EXERCISE AIM
Write the records out exactly as shown. No pictures.
"""
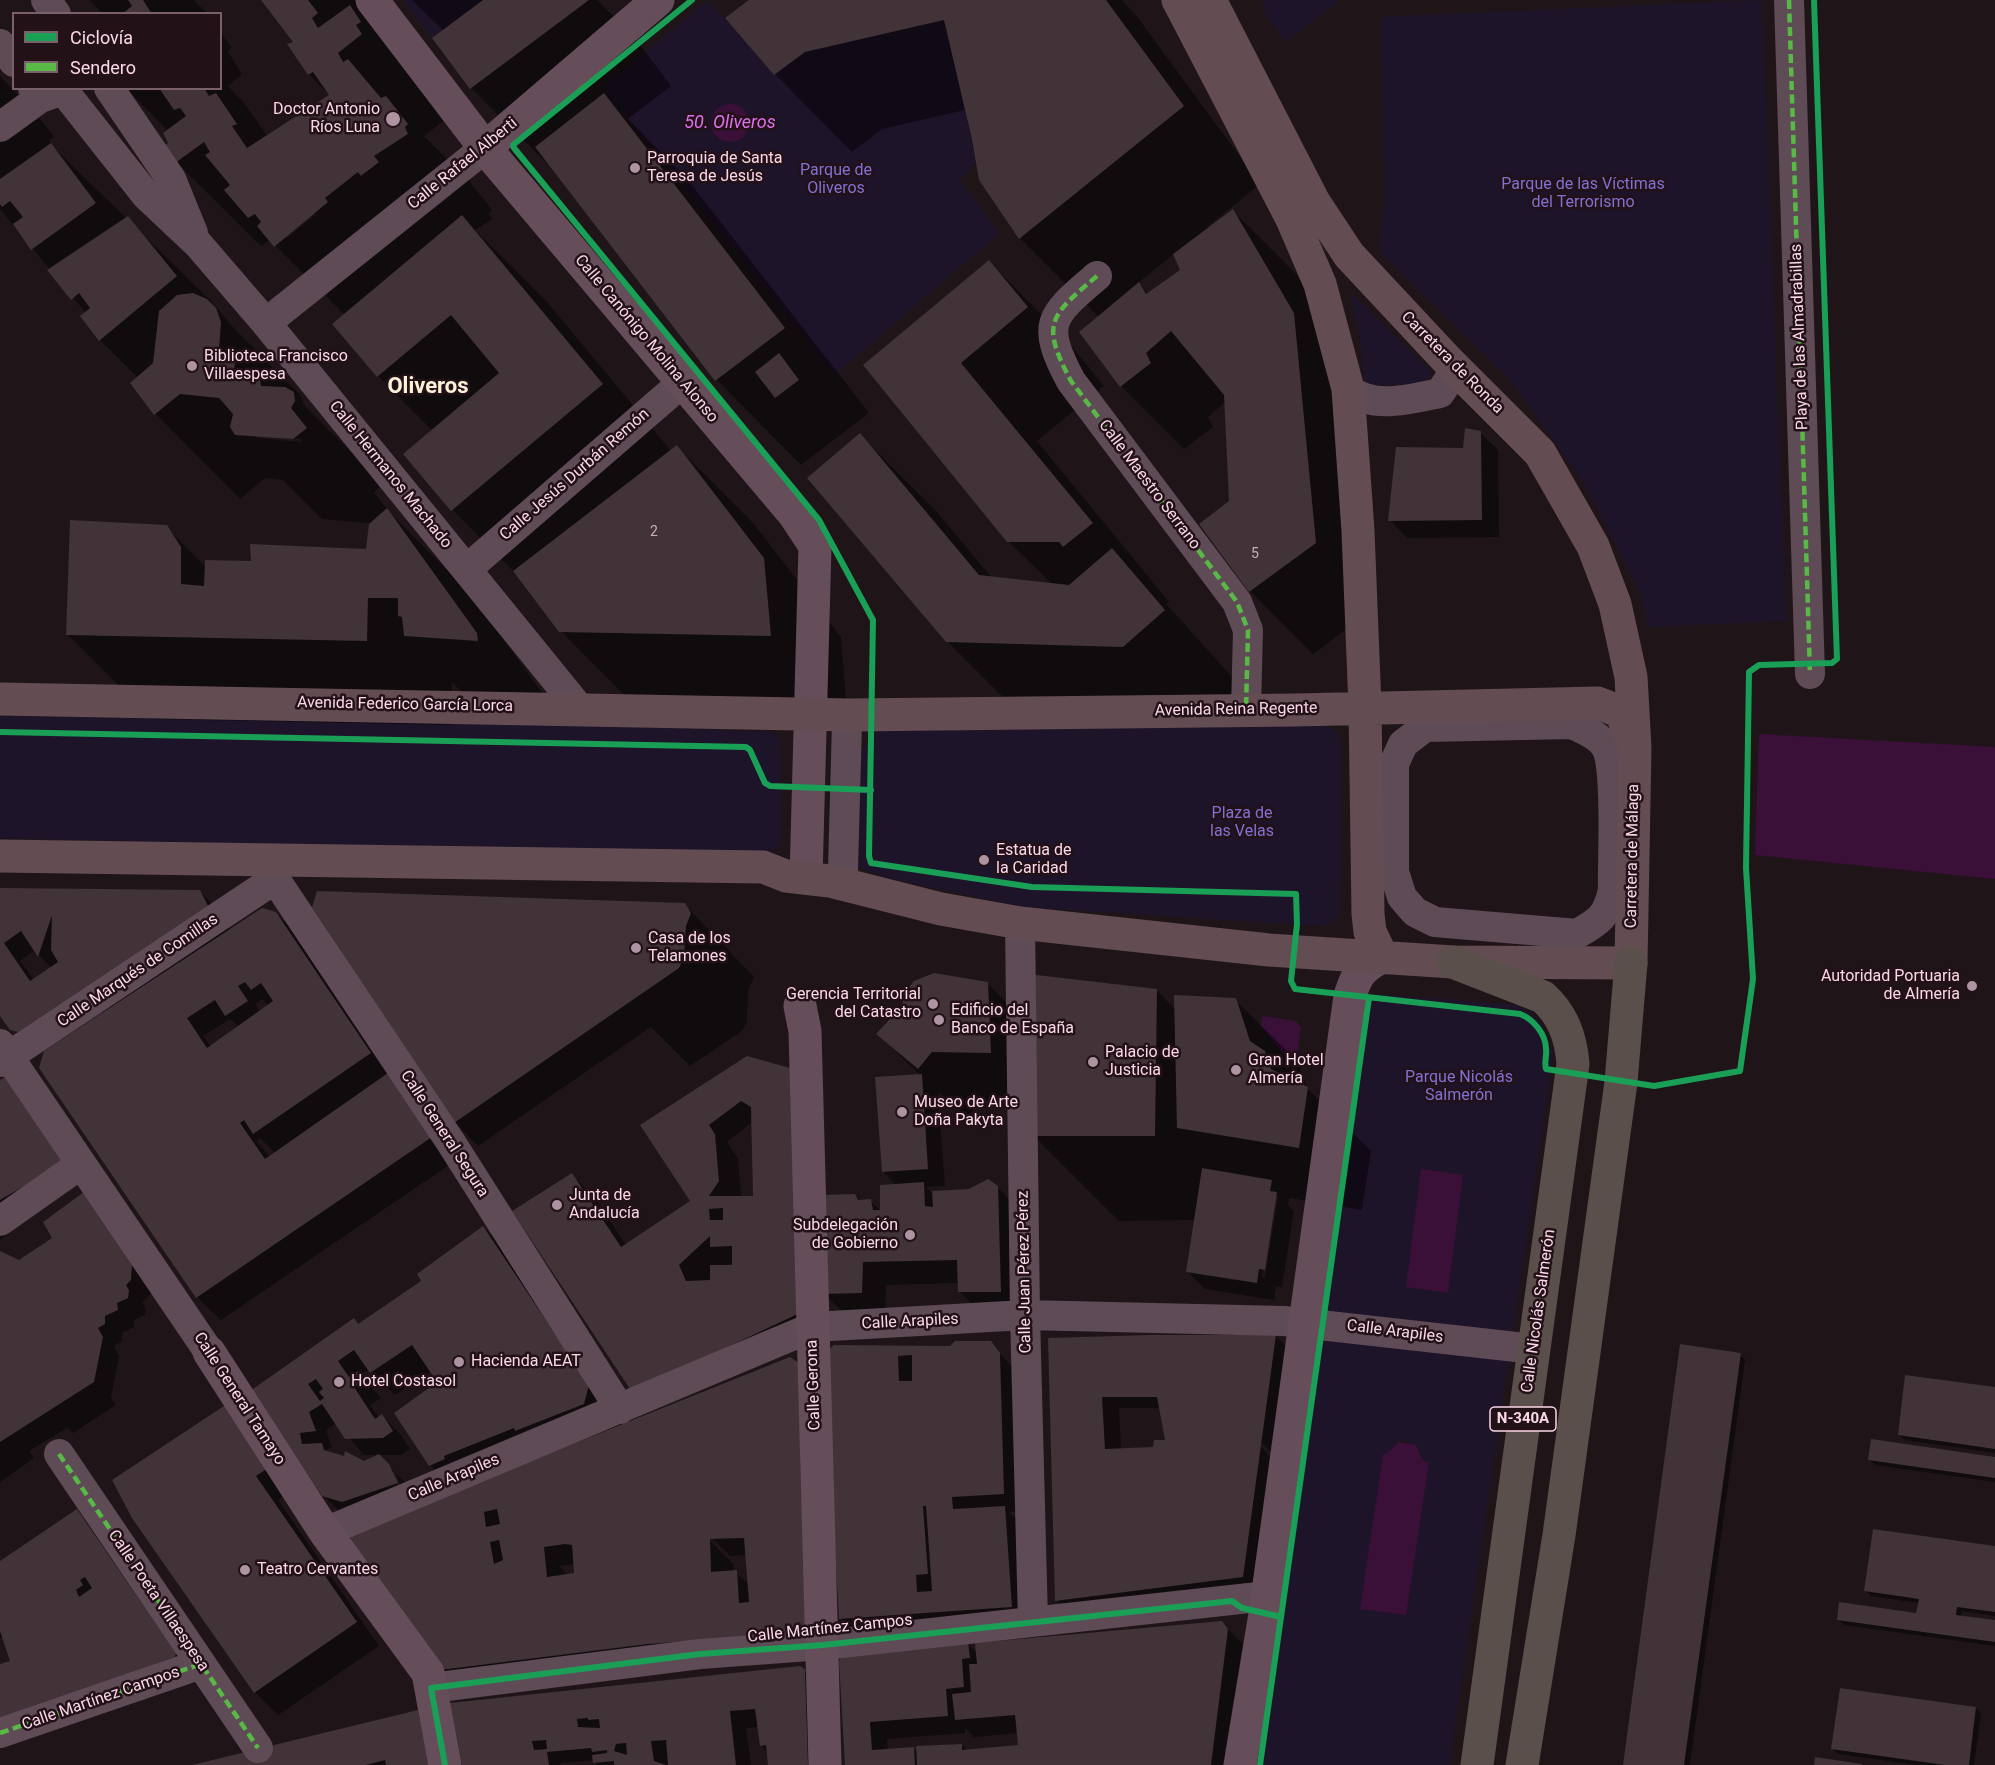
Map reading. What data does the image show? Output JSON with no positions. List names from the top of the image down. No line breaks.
{"streets":{"highway":["Calle Nicolás Salmerón","N-340A"],"main road":["Carretera de Ronda","Avenida Federico García Lorca","Avenida Reina Regente","Carretera de Málaga"],"street":["Calle Rafael Alberti","Playa de las Almadrabillas","Calle Canónigo Molina Alonso","Calle Hermanos Machado","Calle Jesús Durbán Remón","Calle Maestro Serrano","Calle Marqués de Comillas","Calle General Segura","Calle Juan Pérez Pérez","Calle Arapiles","Calle Gerona","Calle General Tamayo","Calle Poeta Villaespesa","Calle Martínez Campos"]},"crossings":[["Calle Rafael Alberti","Calle Canónigo Molina Alonso"],["Calle Rafael Alberti","Calle Hermanos Machado"],["Calle Canónigo Molina Alonso","Calle Jesús Durbán Remón"],["Calle Canónigo Molina Alonso","Avenida Federico García Lorca"],["Calle Canónigo Molina Alonso","Avenida Reina Regente"],["Carretera de Ronda","Avenida Reina Regente"],["Carretera de Ronda","Carretera de Málaga"],["Calle Hermanos Machado","Calle Jesús Durbán Remón"],["Calle Hermanos Machado","Avenida Federico García Lorca"],["Calle Maestro Serrano","Avenida Reina Regente"],["Avenida Federico García Lorca","Avenida Reina Regente"],["Avenida Reina Regente","Carretera de Málaga"],["Carretera de Málaga","N-340A"],["Calle Marqués de Comillas","Calle General Segura"],["Calle Marqués de Comillas","Calle General Tamayo"],["Calle General Segura","Calle Arapiles"],["Calle Juan Pérez Pérez","Calle Arapiles"],["Calle Juan Pérez Pérez","Calle Martínez Campos"],["Calle Nicolás Salmerón","Calle Arapiles"],["Calle Arapiles","Calle Gerona"],["Calle Arapiles","Calle General Tamayo"],["Calle Gerona","Calle Martínez Campos"],["Calle General Tamayo","Calle Martínez Campos"],["Calle Poeta Villaespesa","Calle Martínez Campos"]],"districts":["Oliveros"],"water":["50. Oliveros"],"parks":["Parque de Oliveros","Parque de las Víctimas del Terrorismo","Plaza de las Velas","Parque Nicolás Salmerón"],"places":["Doctor Antonio Ríos Luna","Parroquia de Santa Teresa de Jesús","Biblioteca Francisco Villaespesa","Estatua de la Caridad","Casa de los Telamones","Autoridad Portuaria de Almería","Gerencia Territorial del Catastro","Edificio del Banco de España","Palacio de Justicia","Gran Hotel Almería","Museo de Arte Doña Pakyta","Junta de Andalucía","Subdelegación de Gobierno","Hacienda AEAT","Hotel Costasol","Teatro Cervantes"],"house_numbers":["2","5"],"legend":["Ciclovía","Sendero"]}
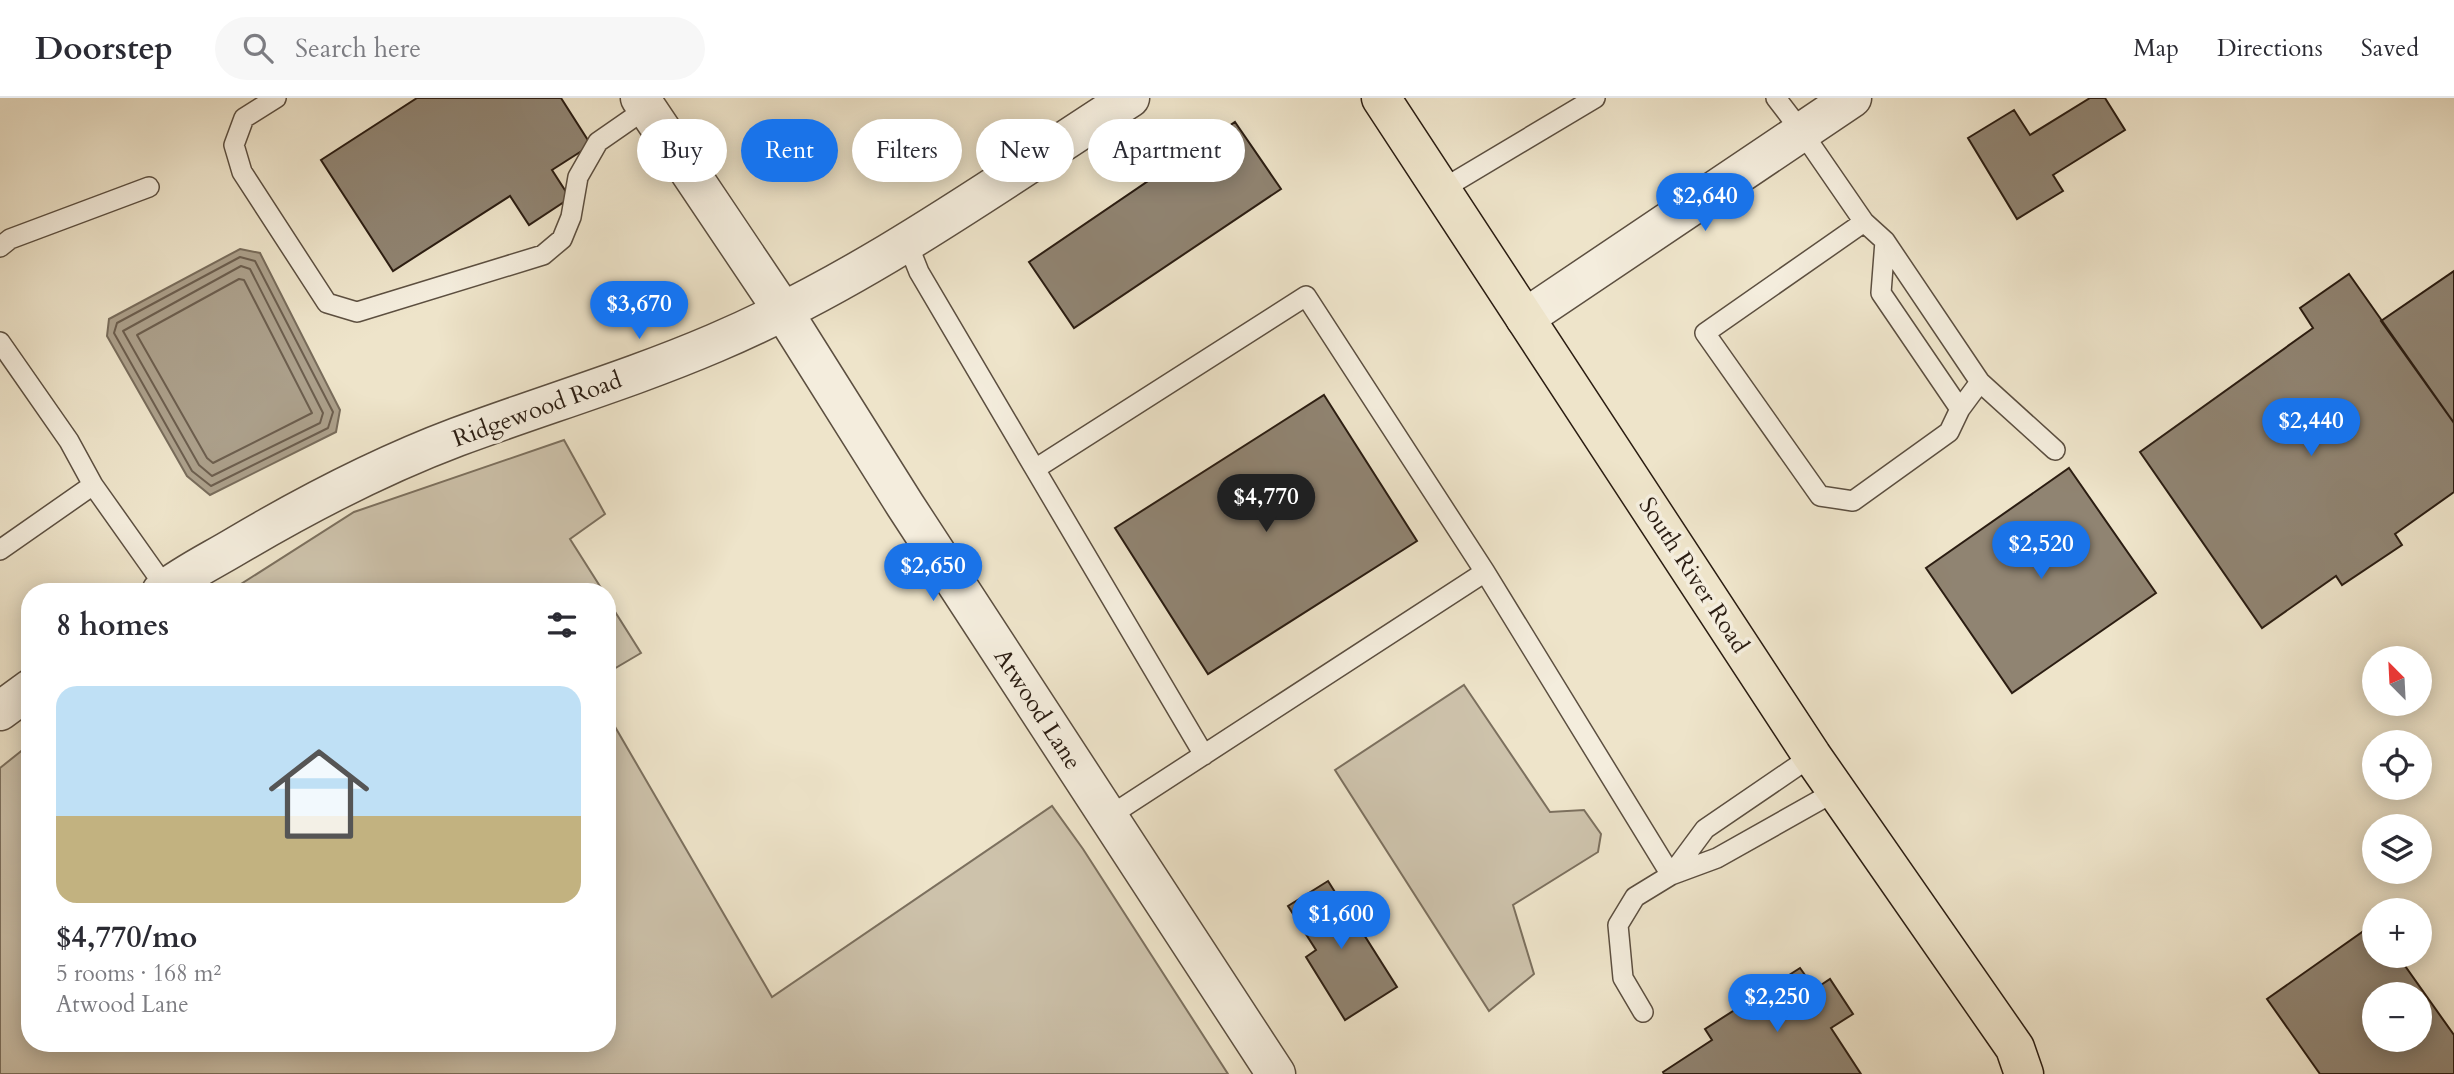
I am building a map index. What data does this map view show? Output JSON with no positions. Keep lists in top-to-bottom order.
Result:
{
  "streets": {
    "main road": ["South River Road"],
    "street": ["Ridgewood Road", "Atwood Lane"]
  },
  "crossings": [
    ["Ridgewood Road", "Atwood Lane"]
  ],
  "north": "top left",
  "page": {
    "header": "Doorstep",
    "search": "Search here",
    "nav": ["Map", "Directions", "Saved"],
    "chip": [
      "Buy",
      "Rent",
      "Filters",
      "New",
      "Apartment"
    ],
    "price": [
      "$2,640",
      "$3,670",
      "$2,440",
      "$4,770",
      "$2,520",
      "$2,650",
      "$1,600",
      "$2,250"
    ],
    "heading": "8 homes",
    "map_buttons": ["+", "−"],
    "list": [
      {
        "name": "$4,770/mo",
        "note": "5 rooms · 168 m² · Atwood Lane"
      }
    ]
  }
}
"""
COMPLETED TASK
Map reading. What data does the image show? Output JSON with no positions. List names from the top of the image down. No line breaks.
{"streets":{"highway":["Calle Nicolás Salmerón","N-340A"],"main road":["Carretera de Ronda","Avenida Federico García Lorca","Avenida Reina Regente","Carretera de Málaga"],"street":["Calle Rafael Alberti","Playa de las Almadrabillas","Calle Canónigo Molina Alonso","Calle Hermanos Machado","Calle Jesús Durbán Remón","Calle Maestro Serrano","Calle Marqués de Comillas","Calle General Segura","Calle Juan Pérez Pérez","Calle Arapiles","Calle Gerona","Calle General Tamayo","Calle Poeta Villaespesa","Calle Martínez Campos"]},"crossings":[["Calle Rafael Alberti","Calle Canónigo Molina Alonso"],["Calle Rafael Alberti","Calle Hermanos Machado"],["Calle Canónigo Molina Alonso","Calle Jesús Durbán Remón"],["Calle Canónigo Molina Alonso","Avenida Federico García Lorca"],["Calle Canónigo Molina Alonso","Avenida Reina Regente"],["Carretera de Ronda","Avenida Reina Regente"],["Carretera de Ronda","Carretera de Málaga"],["Calle Hermanos Machado","Calle Jesús Durbán Remón"],["Calle Hermanos Machado","Avenida Federico García Lorca"],["Calle Maestro Serrano","Avenida Reina Regente"],["Avenida Federico García Lorca","Avenida Reina Regente"],["Avenida Reina Regente","Carretera de Málaga"],["Carretera de Málaga","N-340A"],["Calle Marqués de Comillas","Calle General Segura"],["Calle Marqués de Comillas","Calle General Tamayo"],["Calle General Segura","Calle Arapiles"],["Calle Juan Pérez Pérez","Calle Arapiles"],["Calle Juan Pérez Pérez","Calle Martínez Campos"],["Calle Nicolás Salmerón","Calle Arapiles"],["Calle Arapiles","Calle Gerona"],["Calle Arapiles","Calle General Tamayo"],["Calle Gerona","Calle Martínez Campos"],["Calle General Tamayo","Calle Martínez Campos"],["Calle Poeta Villaespesa","Calle Martínez Campos"]],"districts":["Oliveros"],"water":["50. Oliveros"],"parks":["Parque de Oliveros","Parque de las Víctimas del Terrorismo","Plaza de las Velas","Parque Nicolás Salmerón"],"places":["Doctor Antonio Ríos Luna","Parroquia de Santa Teresa de Jesús","Biblioteca Francisco Villaespesa","Estatua de la Caridad","Casa de los Telamones","Autoridad Portuaria de Almería","Gerencia Territorial del Catastro","Edificio del Banco de España","Palacio de Justicia","Gran Hotel Almería","Museo de Arte Doña Pakyta","Junta de Andalucía","Subdelegación de Gobierno","Hacienda AEAT","Hotel Costasol","Teatro Cervantes"],"house_numbers":["2","5"],"legend":["Ciclovía","Sendero"]}
I am building a map index. What data does this map view show? Output JSON with no positions. Keep lists in top-to-bottom order.
Result:
{
  "streets": {
    "main road": ["South River Road"],
    "street": ["Ridgewood Road", "Atwood Lane"]
  },
  "crossings": [
    ["Ridgewood Road", "Atwood Lane"]
  ],
  "north": "top left",
  "page": {
    "header": "Doorstep",
    "search": "Search here",
    "nav": ["Map", "Directions", "Saved"],
    "chip": [
      "Buy",
      "Rent",
      "Filters",
      "New",
      "Apartment"
    ],
    "price": [
      "$2,640",
      "$3,670",
      "$2,440",
      "$4,770",
      "$2,520",
      "$2,650",
      "$1,600",
      "$2,250"
    ],
    "heading": "8 homes",
    "map_buttons": ["+", "−"],
    "list": [
      {
        "name": "$4,770/mo",
        "note": "5 rooms · 168 m² · Atwood Lane"
      }
    ]
  }
}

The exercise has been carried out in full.